La battaglia di Paradiso l’ultimo bagliore della Grande Guerra a 5 minuti dalla fine

A villa Glori si era deciso che le ostilità cessassero alle 15. Alle 14.55 l’assalto. Lo racconta Alessandro Pennazzato

PAOLO MEDEOSSI

La Prima guerra mondiale terminò il 4 novembre 1918 a Paradiso, il paese in comune di Pocenia che poi divenne un simbolo a chiusura di quella infinita strage.

Il toponimo gli era stato dato a seguito delle bonifiche che avevano trasformato un lembo di vero inferno in una terra vivibile. Ma quel 4 novembre fu ancora inferno, che costò molti caduti come sacrificio finale. La battaglia di Paradiso, l’assalto finale, ha dell’incredibile se si pensa che avvenne cinque minuti prima che scattasse l’armistizio tra Italia e Austria firmato il giorno prima a Villa Glori, a Padova. Le armi dovevano tacere alle 15 mentre le nostre truppe, in avanzata rapida, e i reparti nemici, soprattutto ungheresi, vennero a contatto alle 14.55. E nessuno pensò di fermare l’ennesima assurda carneficina. All’isolato incrocio di due strade bianche, scattò la carica dei cavalleggeri del battaglione Aquila che, come si usava nell’Ottocento, partirono d’impeto sorretti dai bersaglieri del Mantova. Sul campo rimasero 9 italiani e 21 austroungarici, che erano comandati da due fieri e impettiti colonnelli. Lì, a Paradiso, finì un’ecatombe costata solo agli italiani 700 mila morti. Alle ore 15 tutto tacque, cominciava la pace.

A una vicenda tanto sconcertante, vissuta con i retorici accenti del solito D’Annunzio ( «Questi fanti, questi cavalieri sapevano che stava per scoccare l’ora dell’armistizio, ma avevano l’ardore in bocca, il vigore nel petto, il cuore palpitante...»), è dedicato un libro molto interessante, pubblicato a cura dell’associazione Il cidul, che ha sede a Torsa. Si intitola “Paradiso, l’ultimo bagliore” e a scriverlo è Alessandro Pennazzato, laureato in Storia a Trieste, che ha voluto narrare l’estremo episodio di guerra raccogliendo la documentazione disponibile di ambo le parti. Ne esce un racconto approfondito per conoscere la vicenda in maniera completa, ricorrendo ad ampio materiale fornito da archivi fotografici e giornalistici.

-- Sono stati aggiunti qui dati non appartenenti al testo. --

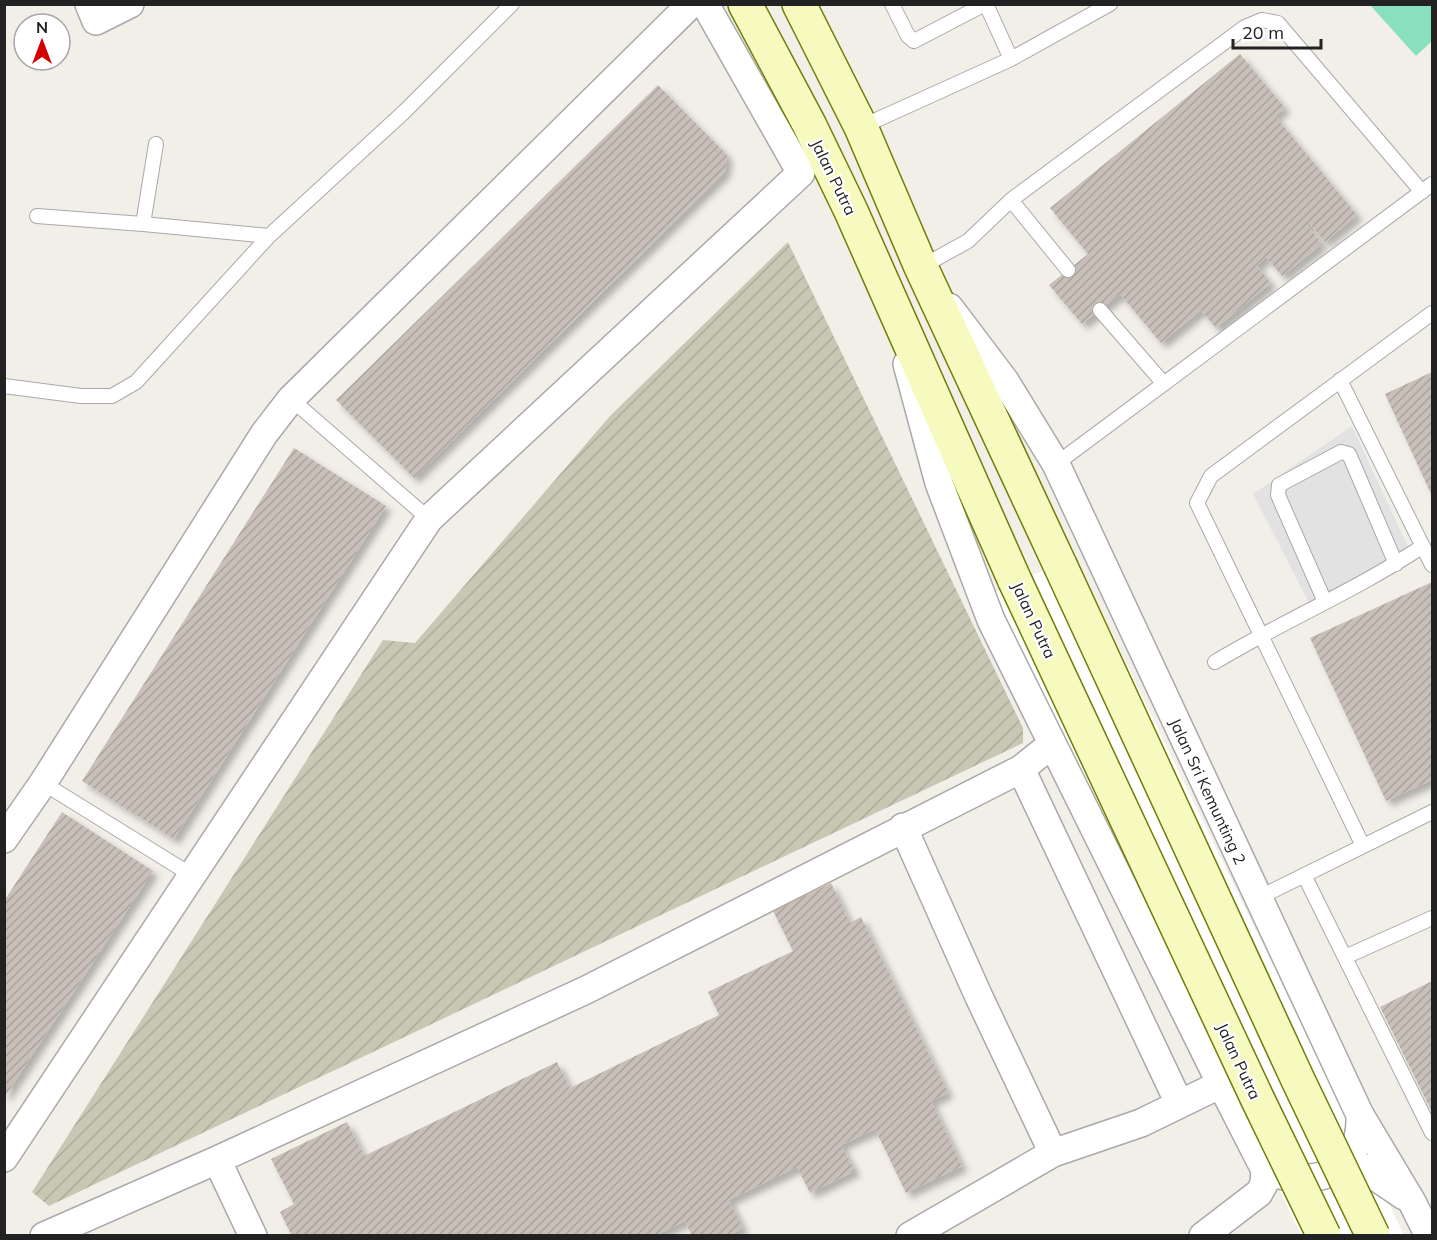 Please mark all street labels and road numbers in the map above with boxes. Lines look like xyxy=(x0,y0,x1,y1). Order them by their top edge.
street label: Jalan Putra xyxy=(807,136,861,218)
street label: Jalan Putra xyxy=(1008,578,1060,662)
street label: Jalan Sri Kemunting 2 xyxy=(1165,715,1251,867)
street label: Jalan Putra xyxy=(1213,1019,1265,1103) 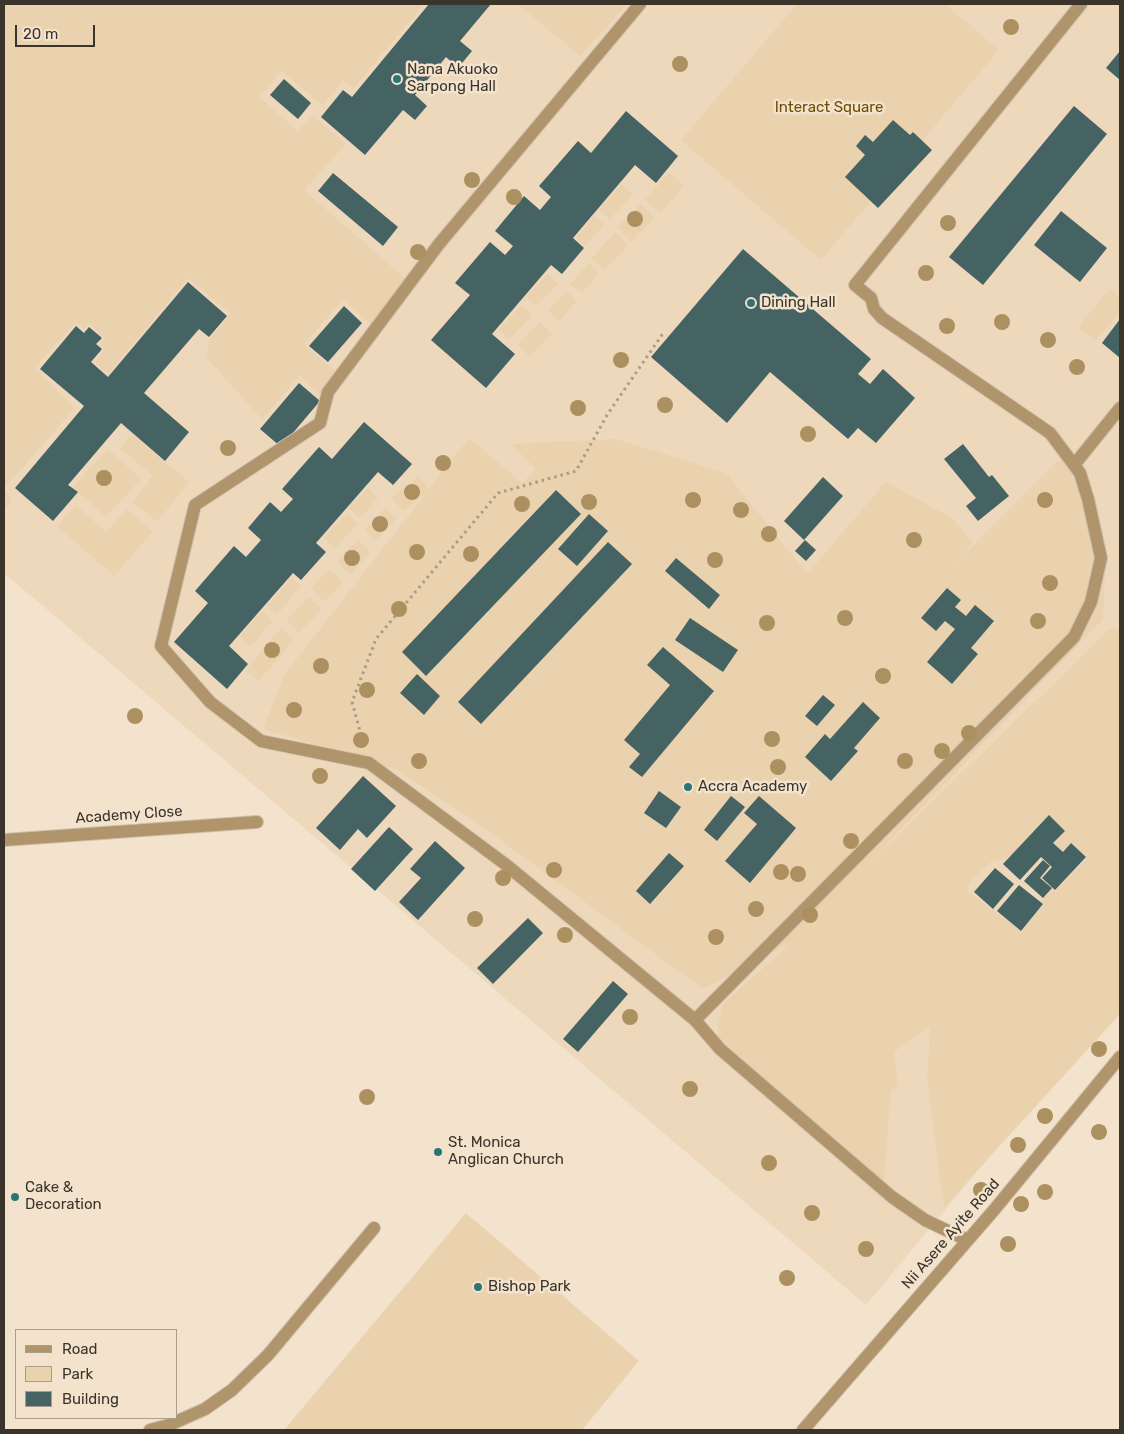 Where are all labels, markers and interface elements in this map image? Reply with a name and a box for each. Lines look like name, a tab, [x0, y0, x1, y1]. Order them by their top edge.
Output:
scale bar	[18, 15, 98, 47]
text: 20 m	[23, 25, 58, 43]
place label: Nana Akuoko Sarpong Hall	[407, 61, 498, 96]
marker: Nana Akuoko Sarpong Hall	[391, 73, 403, 85]
park label: Interact Square	[775, 99, 883, 117]
place label: Dining Hall	[761, 294, 836, 312]
marker: Dining Hall	[745, 297, 757, 309]
place label: Accra Academy	[698, 778, 807, 796]
marker: Accra Academy	[682, 781, 694, 793]
street label: Academy Close	[75, 802, 183, 828]
place label: St. Monica Anglican Church	[448, 1134, 564, 1169]
marker: St. Monica Anglican Church	[432, 1146, 444, 1158]
street label: Nii Asere Ayite Road	[898, 1175, 1004, 1293]
place label: Cake & Decoration	[25, 1179, 102, 1214]
marker: Cake & Decoration	[9, 1191, 21, 1203]
place label: Bishop Park	[488, 1278, 571, 1296]
marker: Bishop Park	[472, 1281, 484, 1293]
legend	[15, 1329, 178, 1419]
text: Road	[62, 1340, 98, 1358]
text: Park	[62, 1365, 93, 1383]
text: Building	[62, 1390, 119, 1408] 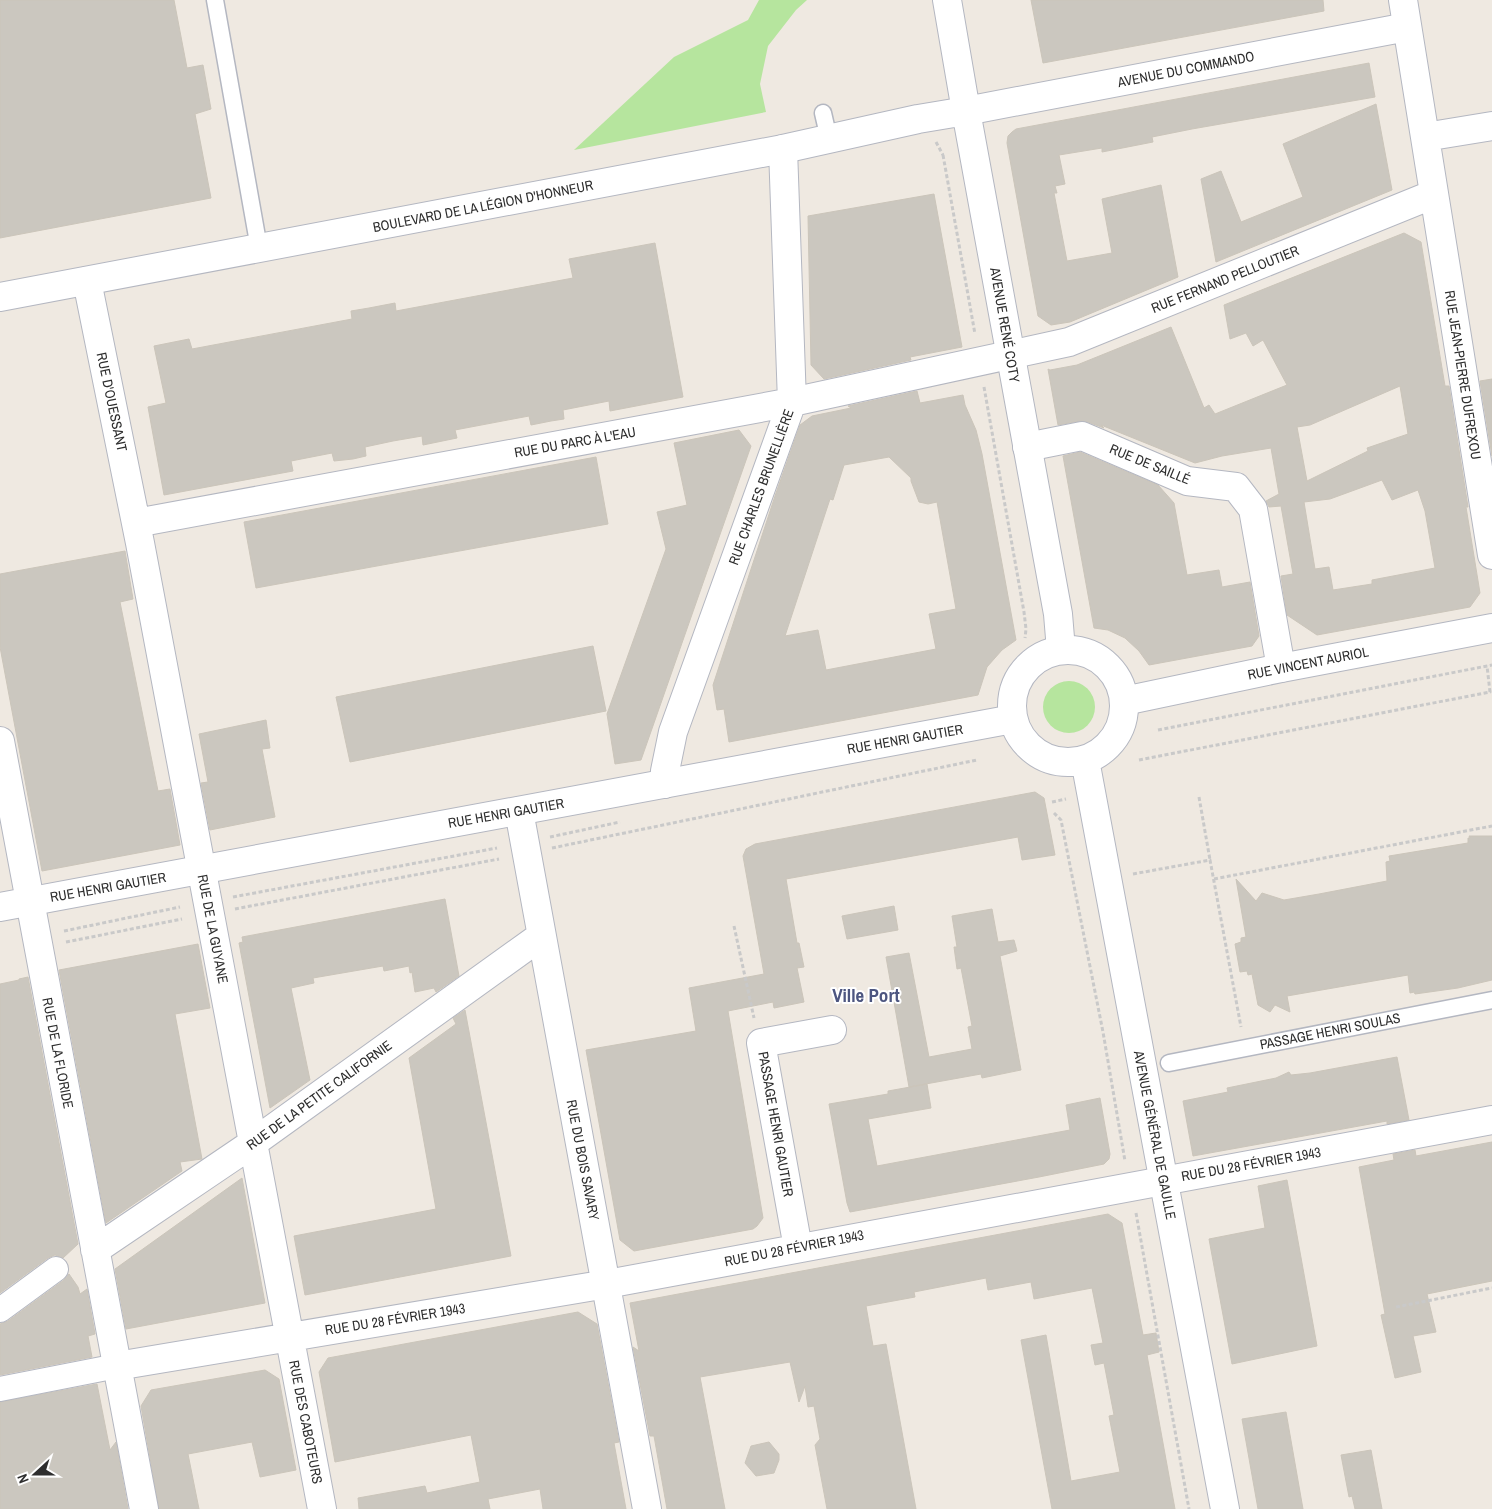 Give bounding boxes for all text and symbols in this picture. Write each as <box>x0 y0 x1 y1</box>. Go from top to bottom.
street label: AVENUE DU COMMANDO <box>1115 47 1256 91</box>
street label: BOULEVARD DE LA LÉGION D'HONNEUR <box>371 176 595 236</box>
street label: RUE FERNAND PELLOUTIER <box>1149 241 1301 317</box>
street label: AVENUE RENÉ COTY <box>986 265 1024 384</box>
street label: RUE JEAN-PIERRE DUFREXOU <box>1441 289 1485 461</box>
street label: RUE D'OUESSANT <box>93 351 131 453</box>
street label: RUE CHARLES BRUNELLIÈRE <box>724 407 798 567</box>
street label: RUE DU PARC À L'EAU <box>513 422 637 462</box>
street label: RUE DE SAILLÉ <box>1107 440 1193 488</box>
street label: RUE VINCENT AURIOL <box>1246 642 1371 684</box>
street label: RUE HENRI GAUTIER <box>846 720 964 758</box>
street label: RUE HENRI GAUTIER <box>447 794 565 832</box>
street label: RUE HENRI GAUTIER <box>49 868 167 906</box>
street label: RUE DE LA GUYANE <box>194 873 232 985</box>
district label: Ville Port <box>832 982 900 1008</box>
street label: RUE DE LA FLORIDE <box>38 996 78 1110</box>
street label: PASSAGE HENRI SOULAS <box>1258 1008 1402 1053</box>
street label: RUE DE LA PETITE CALIFORNIE <box>243 1036 395 1154</box>
street label: AVENUE GÉNÉRAL DE GAULLE <box>1130 1048 1180 1221</box>
street label: PASSAGE HENRI GAUTIER <box>754 1050 798 1198</box>
street label: RUE DU BOIS SAVARY <box>562 1098 604 1222</box>
street label: RUE DU 28 FÉVRIER 1943 <box>1180 1143 1322 1185</box>
street label: RUE DU 28 FÉVRIER 1943 <box>723 1226 865 1270</box>
street label: RUE DU 28 FÉVRIER 1943 <box>324 1299 466 1339</box>
street label: RUE DES CABOTEURS <box>285 1359 327 1486</box>
north arrow <box>10 1449 60 1499</box>
text: N <box>13 1472 33 1486</box>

A commuovere è il capitolo dedicato alle singole storie dei caduti di quel giorno, andati al massacro per niente. C’è la vicenda del conte Achille Balsamo di Loreto, un sottotenente ragazzo del ’99, che la mamma aveva voluto seguire al fronte facendosi crocerossina e svolgendo servizio anche a Corno di Rosazzo. E c’è il caporal maggiore Giuseppe Pezzarossa, di Luzzara (Reggio Emilia), bersagliere ciclista, l’ultimo caduto della Grande Guerra. Se il primo era stato il 24 maggio 1915 Riccardo Giusto (questo è il vero cognome e non Di Giusto, come ormai accertato), ferroviere udinese di San Gottardo, Pezzarossa fu dunque l’ultimo. E c’è ancora un ragazzetto, Alberto Riva, sottotenente nato nel 1900, quindi di appena 18 anni.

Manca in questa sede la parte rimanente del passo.